Write on the Qur;ān from revelation to compilation.
Explanation
According to traditional Islamic beliefs, the Quran was revealed to Muhammad, a trader in the western Arabian city of Mecca founded by the prophet Ismail, which had become a sanctuary for pagan deities and an important trading center. The revelations started one night during the month of Ramadan in 610, when Muhammad, at the age of forty, received the first visit from the angel Gabriel.
The Quran uses the term ummi to describe Muhammad. The majority of Muslim scholars interpret this word as a reference to an illiterate individual, though some modern scholars instead interpret it as a reference to those who belong to a community without a scripture.[6][7]
According to the famous collector of traditions of Muhammad, Muhammad al-Bukhari (who lived about 250 years after Muhammad), Muhammad's wife Khadija bint Khuwaylid described that the first Quranic revelation occurred when the angel Gabriel visited Muhammad and asked him to recite. Muhammad responded ma ana bīqāre'u, which could be translated into a number of ways: 'I do not read' or 'what am I to read/recite?' or 'I will not read/recite'. Gabriel pressed him "until all the strength went out of me; thereupon he released me and said: 'Read!'" This was repeated three times and upon the third, Gabriel released him and said, "Read in the name of the Sustainer who created humankind from a clot! Read! And your Sustainer is the most Beautiful."[8]:39–41 After this Muhammad continued to have revelations sporadically over a period of twenty-three years, until shortly before his death in 11/632.[8]:45
Muslims believe that Gabriel brought the word of God to Muhammad verbatim, and the Quran was divinely protected from any alteration or change. The Quran emphasizes that Muhammad was required only to receive the sacred text and that he had no authority to change it.
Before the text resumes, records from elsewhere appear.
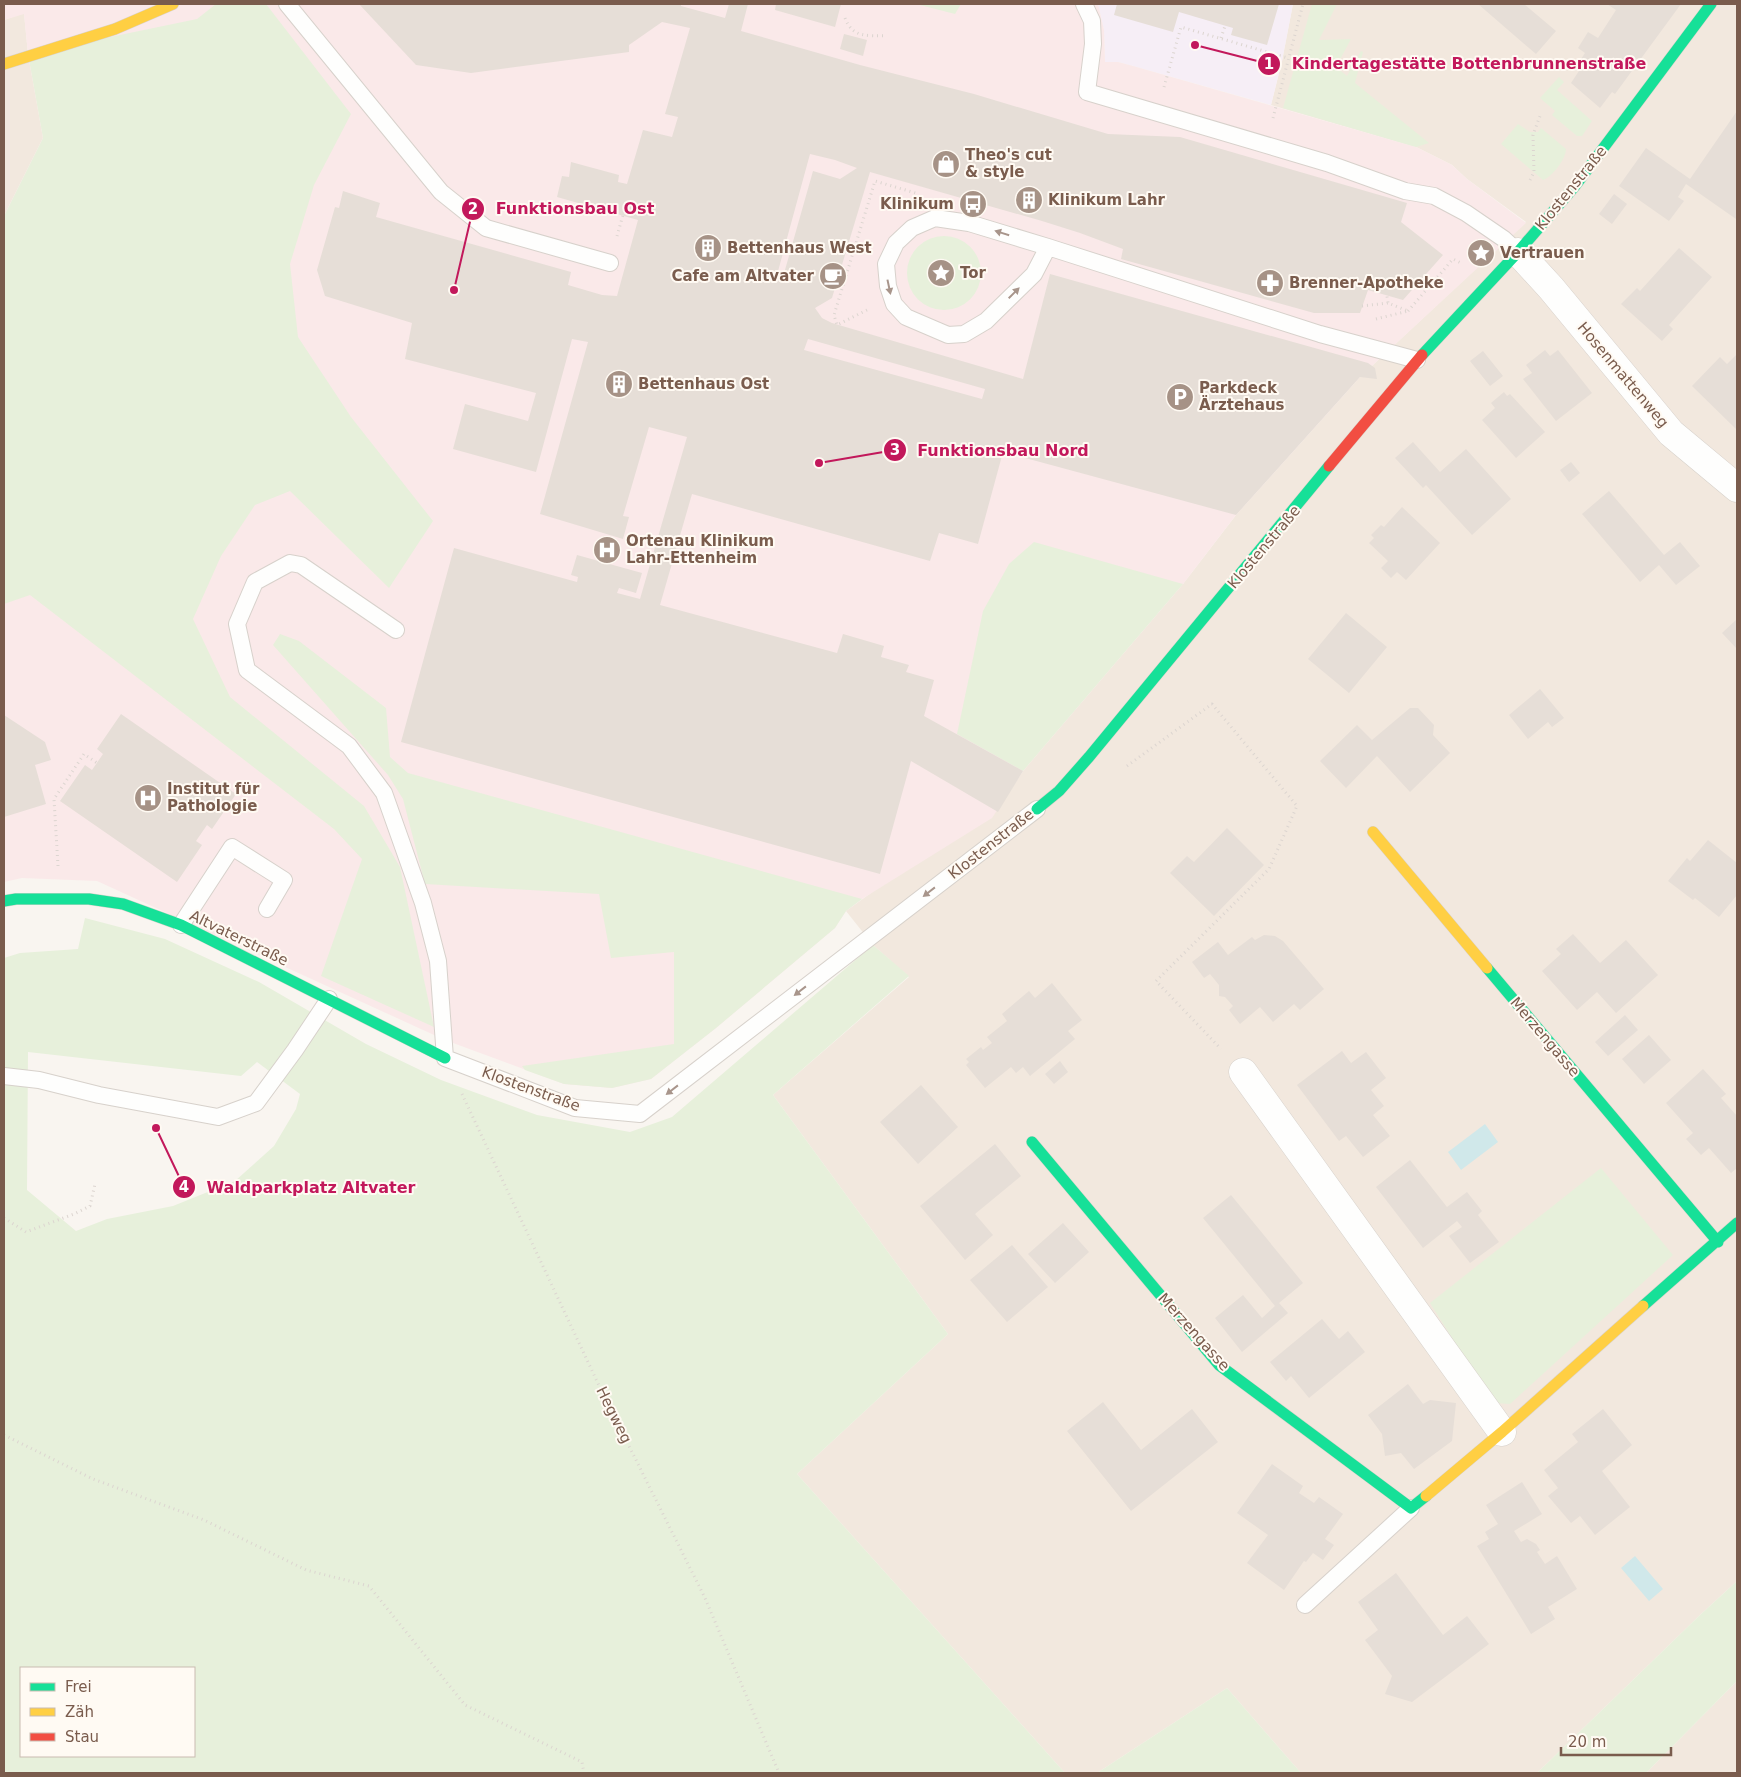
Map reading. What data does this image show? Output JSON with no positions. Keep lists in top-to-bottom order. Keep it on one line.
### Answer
{"streets":{"street":["Klostenstraße","Hosenmattenweg","Altvaterstraße","Merzengasse"],"path":["Hegweg"]},"crossings":[["Klostenstraße","Hosenmattenweg"],["Klostenstraße","Altvaterstraße"],["Klostenstraße","Hegweg"],["Altvaterstraße","Hegweg"]],"one_way":["Klostenstraße"],"places":{"other":["Kindertagestätte Bottenbrunnenstraße","Funktionsbau Ost","Funktionsbau Nord","Waldparkplatz Altvater"],"shop":["Theo's cut & style"],"building":["Klinikum Lahr","Bettenhaus West","Bettenhaus Ost"],"bus stop":["Klinikum"],"place":["Vertrauen","Tor"],"cafe":["Cafe am Altvater"],"pharmacy":["Brenner-Apotheke"],"parking":["Parkdeck Ärztehaus"],"hospital":["Ortenau Klinikum Lahr-Ettenheim","Institut für Pathologie"]},"legend":["Frei","Zäh","Stau"],"scale_bar":"20 m"}
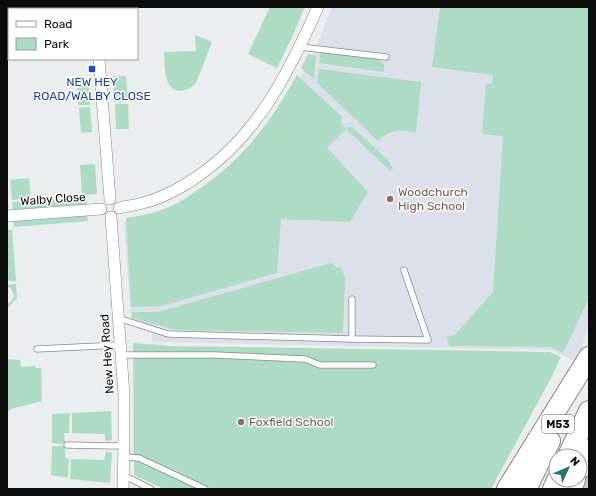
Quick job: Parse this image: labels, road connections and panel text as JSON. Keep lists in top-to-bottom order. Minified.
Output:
{"streets":{"highway":["M53"],"street":["Walby Close","New Hey Road"]},"crossings":[["Walby Close","New Hey Road"]],"places":{"transit":["NEW HEY ROAD/WALBY CLOSE"],"other":["Woodchurch High School","Foxfield School"]},"legend":["Road","Park"],"north":"top right"}
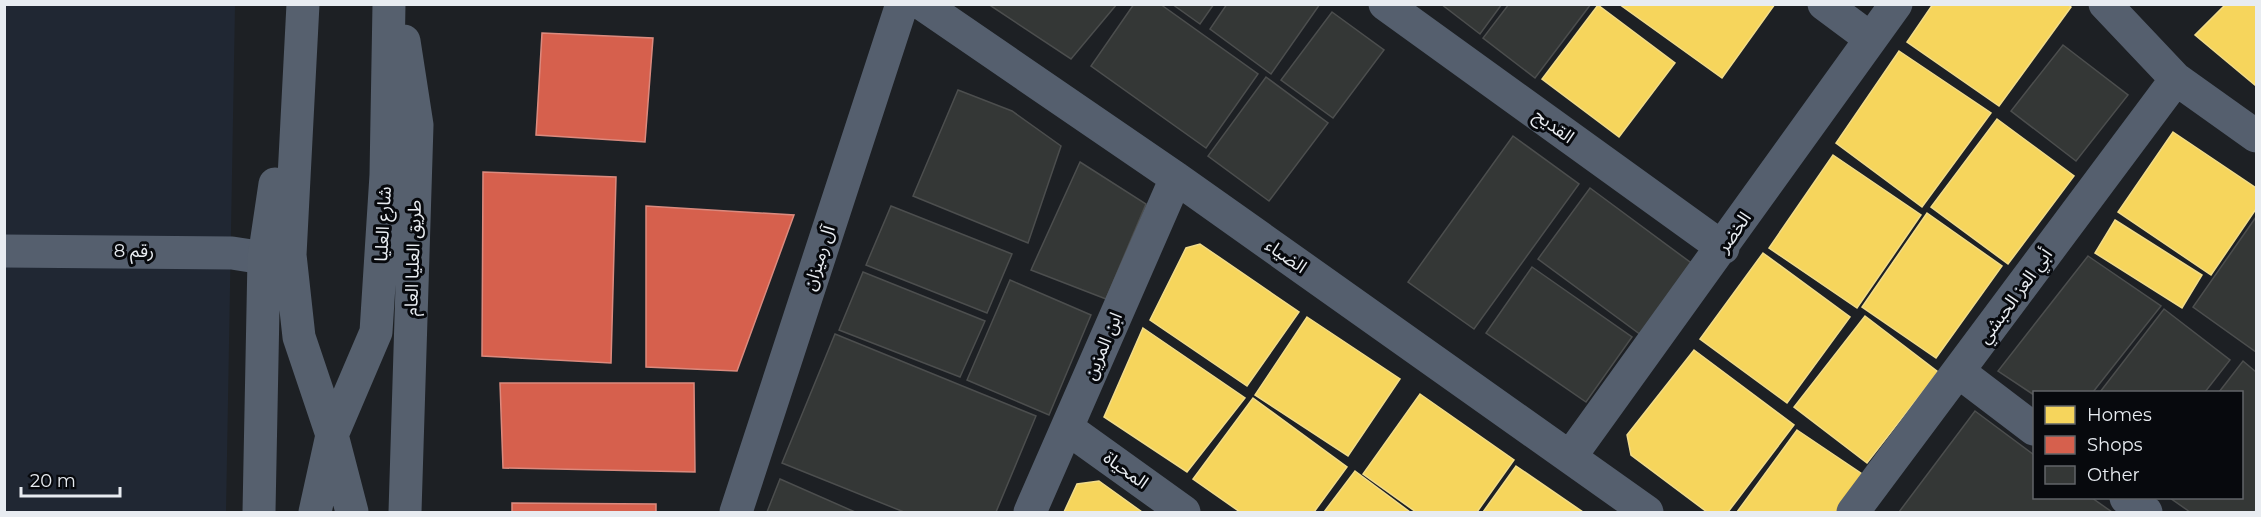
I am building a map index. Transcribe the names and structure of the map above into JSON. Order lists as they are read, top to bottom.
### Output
{
  "streets": {
    "main road": ["شارع العليا", "طريق العليا العام"],
    "street": [
      "القديح",
      "الخضر",
      "رقم 8",
      "الضياء",
      "آل رميزان",
      "أبي العز الحبشي",
      "ابن المزين",
      "المحياة"
    ]
  },
  "crossings": [
    ["القديح", "الخضر"],
    ["الخضر", "الضياء"],
    ["الضياء", "ابن المزين"],
    ["ابن المزين", "المحياة"]
  ],
  "legend": ["Homes", "Shops", "Other"],
  "scale_bar": "20 m"
}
It is also believed that God did not make himself known through the revelations; it was his will that was revealed.
According to tradition, Muhammad described the experience of revelation:
"Sometimes it is revealed like the ringing of a bell. This form of inspiration is the hardest of them all and then it passes off after I have grasped what is inspired. Sometimes the Angel comes in the form of a man and talks to me and I grasp whatever he says."[8]:43
At times, it was also reported that the experience was painful for Muhammad. For example, he had been heard saying, "Never once did I receive a revelation without thinking that my soul had been torn away from me."[8]:43
After Muhammad would receive revelations, he would later recite it to his companions, who also memorized it or wrote it down. Before the Quran was commonly available in written form, speaking it from memory prevailed as the mode of teaching it to others. The practice of memorizing the whole Quran is still practised among Muslims. Millions of people have memorized the entire Quran in Arabic. This fact, taken in the context of 7th-century Arabia, was not an extraordinary feat. People of that time had a penchant for recited poetry and had developed their skills in memorization to a remarkable degree. Events and competitions that featured the recitation of elaborate poetry were of great interest.
Non-Muslim people questioned the nature and modes of Muhammad's revelations. The Meccans interpreted the Quranic revelations based on their understanding of 'inspiration'. For them, poetry was closely connected to inspiration from a higher spiritual source. For this reason when Muhammad began preaching and reciting the Quran, the Meccans accused him of being a poet or a "poet possessed".
Due to the fact that the Quran was revealed in disjointed verses and chapters, a point came when it needed to be gathered into a coherent whole text. There are disagreements among both Muslim and non-Muslim scholars as to when the Quran was first compiled. A hadith in Sahih al-Bukhari states that the caliph Abu Bakr commanded Zayd ibn Thabit to compile the written Quran, relying upon both textual fragments and the memories of those who had memorized it.[14][15] Some Shia Muslims believe that Ali ibn Abi Talib was the first to compile the Quran into one written text, a task completed shortly after the death of Muhammad.